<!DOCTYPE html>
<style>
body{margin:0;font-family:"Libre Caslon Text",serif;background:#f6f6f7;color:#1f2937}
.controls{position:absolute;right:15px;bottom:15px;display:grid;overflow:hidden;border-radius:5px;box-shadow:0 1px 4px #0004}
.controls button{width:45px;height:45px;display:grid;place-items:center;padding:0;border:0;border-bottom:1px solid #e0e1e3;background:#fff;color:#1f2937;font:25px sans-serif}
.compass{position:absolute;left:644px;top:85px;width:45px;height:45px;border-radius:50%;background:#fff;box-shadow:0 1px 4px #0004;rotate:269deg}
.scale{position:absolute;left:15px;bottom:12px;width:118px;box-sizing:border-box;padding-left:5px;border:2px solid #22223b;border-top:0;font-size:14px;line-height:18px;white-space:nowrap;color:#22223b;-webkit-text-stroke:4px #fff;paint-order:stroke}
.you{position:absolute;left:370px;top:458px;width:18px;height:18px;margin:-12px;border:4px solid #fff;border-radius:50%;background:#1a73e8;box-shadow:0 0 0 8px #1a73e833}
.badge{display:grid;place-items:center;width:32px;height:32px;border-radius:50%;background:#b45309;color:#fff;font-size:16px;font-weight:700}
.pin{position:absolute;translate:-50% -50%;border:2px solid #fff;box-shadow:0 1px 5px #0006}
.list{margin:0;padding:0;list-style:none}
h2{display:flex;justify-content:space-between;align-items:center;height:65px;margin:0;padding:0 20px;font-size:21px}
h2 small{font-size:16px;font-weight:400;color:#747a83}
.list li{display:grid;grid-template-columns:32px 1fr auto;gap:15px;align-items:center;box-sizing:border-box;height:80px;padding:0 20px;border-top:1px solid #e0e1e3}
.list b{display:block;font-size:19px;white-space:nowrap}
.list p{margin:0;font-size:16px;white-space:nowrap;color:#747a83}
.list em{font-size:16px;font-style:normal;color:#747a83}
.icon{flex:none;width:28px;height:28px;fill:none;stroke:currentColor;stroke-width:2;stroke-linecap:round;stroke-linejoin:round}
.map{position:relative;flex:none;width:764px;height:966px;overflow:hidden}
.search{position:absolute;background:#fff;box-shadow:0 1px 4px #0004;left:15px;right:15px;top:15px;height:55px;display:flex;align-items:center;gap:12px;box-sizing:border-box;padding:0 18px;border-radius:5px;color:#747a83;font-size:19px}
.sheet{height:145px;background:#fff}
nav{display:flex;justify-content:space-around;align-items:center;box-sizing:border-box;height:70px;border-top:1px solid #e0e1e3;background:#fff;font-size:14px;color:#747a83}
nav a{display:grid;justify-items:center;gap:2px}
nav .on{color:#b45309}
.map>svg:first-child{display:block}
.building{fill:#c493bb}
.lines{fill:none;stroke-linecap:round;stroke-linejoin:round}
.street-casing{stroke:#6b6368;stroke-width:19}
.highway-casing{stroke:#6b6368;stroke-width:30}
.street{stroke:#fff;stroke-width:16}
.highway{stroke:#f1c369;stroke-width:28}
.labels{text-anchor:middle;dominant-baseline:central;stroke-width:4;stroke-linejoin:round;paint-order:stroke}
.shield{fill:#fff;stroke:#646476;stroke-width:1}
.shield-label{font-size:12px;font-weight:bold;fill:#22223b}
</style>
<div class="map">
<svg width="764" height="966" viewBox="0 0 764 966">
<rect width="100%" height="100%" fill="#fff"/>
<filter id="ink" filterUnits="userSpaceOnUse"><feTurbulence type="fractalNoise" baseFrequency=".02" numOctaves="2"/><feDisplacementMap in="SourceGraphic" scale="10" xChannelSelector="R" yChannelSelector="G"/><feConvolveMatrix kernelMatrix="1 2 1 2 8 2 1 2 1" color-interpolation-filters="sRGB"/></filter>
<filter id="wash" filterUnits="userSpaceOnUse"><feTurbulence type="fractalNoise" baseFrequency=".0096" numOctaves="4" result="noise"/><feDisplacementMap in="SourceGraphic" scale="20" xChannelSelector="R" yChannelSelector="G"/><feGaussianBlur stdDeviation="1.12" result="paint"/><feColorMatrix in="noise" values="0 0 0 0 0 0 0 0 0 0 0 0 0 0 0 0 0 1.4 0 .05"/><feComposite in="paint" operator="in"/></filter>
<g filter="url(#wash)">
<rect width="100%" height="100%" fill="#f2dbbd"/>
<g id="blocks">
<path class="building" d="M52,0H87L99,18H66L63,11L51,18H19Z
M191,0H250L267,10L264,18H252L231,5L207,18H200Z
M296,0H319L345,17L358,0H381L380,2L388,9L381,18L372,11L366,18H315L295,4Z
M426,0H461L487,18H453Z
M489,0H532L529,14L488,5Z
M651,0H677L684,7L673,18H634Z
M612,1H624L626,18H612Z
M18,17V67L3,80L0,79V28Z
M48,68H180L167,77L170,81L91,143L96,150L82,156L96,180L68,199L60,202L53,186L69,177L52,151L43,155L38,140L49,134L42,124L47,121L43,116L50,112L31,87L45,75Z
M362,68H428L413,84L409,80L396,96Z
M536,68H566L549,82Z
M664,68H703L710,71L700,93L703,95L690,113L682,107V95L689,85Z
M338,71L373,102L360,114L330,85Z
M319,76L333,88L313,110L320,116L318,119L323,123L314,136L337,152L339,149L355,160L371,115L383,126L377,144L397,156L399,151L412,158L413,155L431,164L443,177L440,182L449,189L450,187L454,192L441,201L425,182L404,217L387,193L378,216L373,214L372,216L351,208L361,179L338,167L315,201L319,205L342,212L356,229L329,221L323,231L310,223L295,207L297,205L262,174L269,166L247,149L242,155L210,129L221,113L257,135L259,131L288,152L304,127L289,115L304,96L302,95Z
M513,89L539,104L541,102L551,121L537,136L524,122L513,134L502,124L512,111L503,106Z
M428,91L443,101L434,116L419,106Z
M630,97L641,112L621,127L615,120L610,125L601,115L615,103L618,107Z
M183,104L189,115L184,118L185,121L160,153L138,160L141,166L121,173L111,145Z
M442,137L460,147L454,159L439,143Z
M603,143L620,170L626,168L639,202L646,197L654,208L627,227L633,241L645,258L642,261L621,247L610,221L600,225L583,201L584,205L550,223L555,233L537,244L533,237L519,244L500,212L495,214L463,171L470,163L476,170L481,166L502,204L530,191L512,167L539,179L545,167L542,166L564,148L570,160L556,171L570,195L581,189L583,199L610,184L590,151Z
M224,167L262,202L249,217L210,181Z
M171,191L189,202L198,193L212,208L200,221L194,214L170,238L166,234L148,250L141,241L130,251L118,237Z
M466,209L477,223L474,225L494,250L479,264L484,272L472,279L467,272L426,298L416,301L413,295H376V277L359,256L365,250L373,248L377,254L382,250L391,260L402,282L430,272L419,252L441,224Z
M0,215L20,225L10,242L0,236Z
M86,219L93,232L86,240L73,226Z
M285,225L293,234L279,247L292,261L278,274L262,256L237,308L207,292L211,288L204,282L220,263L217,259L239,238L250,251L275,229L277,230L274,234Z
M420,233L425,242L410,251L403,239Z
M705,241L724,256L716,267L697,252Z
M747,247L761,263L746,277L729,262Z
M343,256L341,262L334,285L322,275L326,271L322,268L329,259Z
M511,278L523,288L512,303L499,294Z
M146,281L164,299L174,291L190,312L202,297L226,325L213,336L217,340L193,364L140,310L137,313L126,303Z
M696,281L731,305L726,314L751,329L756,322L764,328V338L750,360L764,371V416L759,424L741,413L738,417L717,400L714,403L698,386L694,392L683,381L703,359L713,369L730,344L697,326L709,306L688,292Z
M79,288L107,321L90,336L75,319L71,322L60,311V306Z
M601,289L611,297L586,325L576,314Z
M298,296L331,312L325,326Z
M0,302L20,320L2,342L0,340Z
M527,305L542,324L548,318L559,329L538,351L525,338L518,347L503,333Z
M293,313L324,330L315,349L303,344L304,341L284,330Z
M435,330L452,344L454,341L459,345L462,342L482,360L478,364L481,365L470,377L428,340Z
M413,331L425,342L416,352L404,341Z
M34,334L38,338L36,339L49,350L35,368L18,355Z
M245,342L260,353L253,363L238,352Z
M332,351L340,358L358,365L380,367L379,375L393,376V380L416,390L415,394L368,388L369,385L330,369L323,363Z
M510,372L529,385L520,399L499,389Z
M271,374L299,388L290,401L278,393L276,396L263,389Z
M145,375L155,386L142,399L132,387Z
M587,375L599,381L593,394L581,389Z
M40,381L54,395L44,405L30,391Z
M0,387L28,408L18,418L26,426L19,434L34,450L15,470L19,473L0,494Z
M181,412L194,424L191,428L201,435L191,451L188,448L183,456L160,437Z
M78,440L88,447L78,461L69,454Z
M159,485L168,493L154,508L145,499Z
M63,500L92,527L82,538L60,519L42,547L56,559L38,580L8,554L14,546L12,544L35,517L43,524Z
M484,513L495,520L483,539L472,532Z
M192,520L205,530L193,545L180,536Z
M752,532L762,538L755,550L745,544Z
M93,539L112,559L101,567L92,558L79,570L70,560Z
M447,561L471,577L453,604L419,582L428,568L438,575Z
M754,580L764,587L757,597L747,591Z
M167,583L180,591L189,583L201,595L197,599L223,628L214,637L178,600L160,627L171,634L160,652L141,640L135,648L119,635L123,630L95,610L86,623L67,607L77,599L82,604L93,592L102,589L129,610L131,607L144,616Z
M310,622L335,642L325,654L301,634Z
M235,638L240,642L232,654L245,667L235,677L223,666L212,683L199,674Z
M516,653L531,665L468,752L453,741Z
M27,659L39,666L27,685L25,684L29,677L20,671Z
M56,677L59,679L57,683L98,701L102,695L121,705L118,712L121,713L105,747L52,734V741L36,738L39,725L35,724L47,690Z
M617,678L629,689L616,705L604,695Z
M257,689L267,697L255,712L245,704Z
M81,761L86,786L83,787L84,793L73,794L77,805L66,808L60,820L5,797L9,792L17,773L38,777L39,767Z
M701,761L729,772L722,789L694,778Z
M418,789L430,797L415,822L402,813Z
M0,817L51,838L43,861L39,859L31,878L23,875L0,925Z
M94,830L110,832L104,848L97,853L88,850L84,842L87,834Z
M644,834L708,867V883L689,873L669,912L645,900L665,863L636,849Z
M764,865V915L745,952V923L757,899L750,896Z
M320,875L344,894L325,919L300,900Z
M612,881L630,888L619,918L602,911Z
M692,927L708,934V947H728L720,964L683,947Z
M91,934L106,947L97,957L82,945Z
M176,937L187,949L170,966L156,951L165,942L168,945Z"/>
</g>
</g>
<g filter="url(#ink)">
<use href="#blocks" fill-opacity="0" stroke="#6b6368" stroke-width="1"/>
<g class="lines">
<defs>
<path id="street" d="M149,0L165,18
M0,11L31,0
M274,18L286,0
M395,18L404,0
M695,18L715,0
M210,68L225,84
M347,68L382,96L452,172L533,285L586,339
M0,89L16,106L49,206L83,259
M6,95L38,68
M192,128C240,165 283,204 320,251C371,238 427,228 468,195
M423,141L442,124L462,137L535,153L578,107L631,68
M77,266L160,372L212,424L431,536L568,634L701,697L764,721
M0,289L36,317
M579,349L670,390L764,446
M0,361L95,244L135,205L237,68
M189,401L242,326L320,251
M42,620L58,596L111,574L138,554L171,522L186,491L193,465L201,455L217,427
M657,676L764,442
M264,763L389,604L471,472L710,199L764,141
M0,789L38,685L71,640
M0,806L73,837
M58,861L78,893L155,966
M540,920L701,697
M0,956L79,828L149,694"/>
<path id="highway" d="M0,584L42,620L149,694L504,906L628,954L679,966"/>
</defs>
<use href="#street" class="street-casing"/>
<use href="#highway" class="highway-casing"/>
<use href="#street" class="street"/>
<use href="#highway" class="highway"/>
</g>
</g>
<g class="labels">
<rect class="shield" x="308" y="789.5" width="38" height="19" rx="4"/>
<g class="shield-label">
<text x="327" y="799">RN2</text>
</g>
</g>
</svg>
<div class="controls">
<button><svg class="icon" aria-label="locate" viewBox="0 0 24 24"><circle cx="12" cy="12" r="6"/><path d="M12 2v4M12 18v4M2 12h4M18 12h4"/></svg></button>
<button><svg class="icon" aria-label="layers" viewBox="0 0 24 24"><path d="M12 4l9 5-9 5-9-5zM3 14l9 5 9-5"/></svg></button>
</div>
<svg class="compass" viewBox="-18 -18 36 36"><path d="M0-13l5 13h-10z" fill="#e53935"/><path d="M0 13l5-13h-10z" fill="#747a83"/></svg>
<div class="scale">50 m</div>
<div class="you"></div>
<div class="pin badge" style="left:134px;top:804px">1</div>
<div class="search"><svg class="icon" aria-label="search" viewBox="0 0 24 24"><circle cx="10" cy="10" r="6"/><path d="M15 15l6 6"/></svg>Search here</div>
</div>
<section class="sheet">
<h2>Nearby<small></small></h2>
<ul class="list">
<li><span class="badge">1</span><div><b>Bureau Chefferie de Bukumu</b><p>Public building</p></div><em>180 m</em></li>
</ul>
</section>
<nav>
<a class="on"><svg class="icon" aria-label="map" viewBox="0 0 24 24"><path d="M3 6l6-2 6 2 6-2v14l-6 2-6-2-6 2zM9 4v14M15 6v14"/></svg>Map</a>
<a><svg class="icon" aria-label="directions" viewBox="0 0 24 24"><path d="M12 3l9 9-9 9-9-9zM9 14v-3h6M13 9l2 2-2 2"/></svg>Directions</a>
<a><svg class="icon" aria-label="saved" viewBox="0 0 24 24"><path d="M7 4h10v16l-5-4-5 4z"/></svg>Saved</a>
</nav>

++++

■ Work instruction ■
Throughout the listing, how many lines contain the string "padding"? Give the number on its own.

■ Answer section ■
6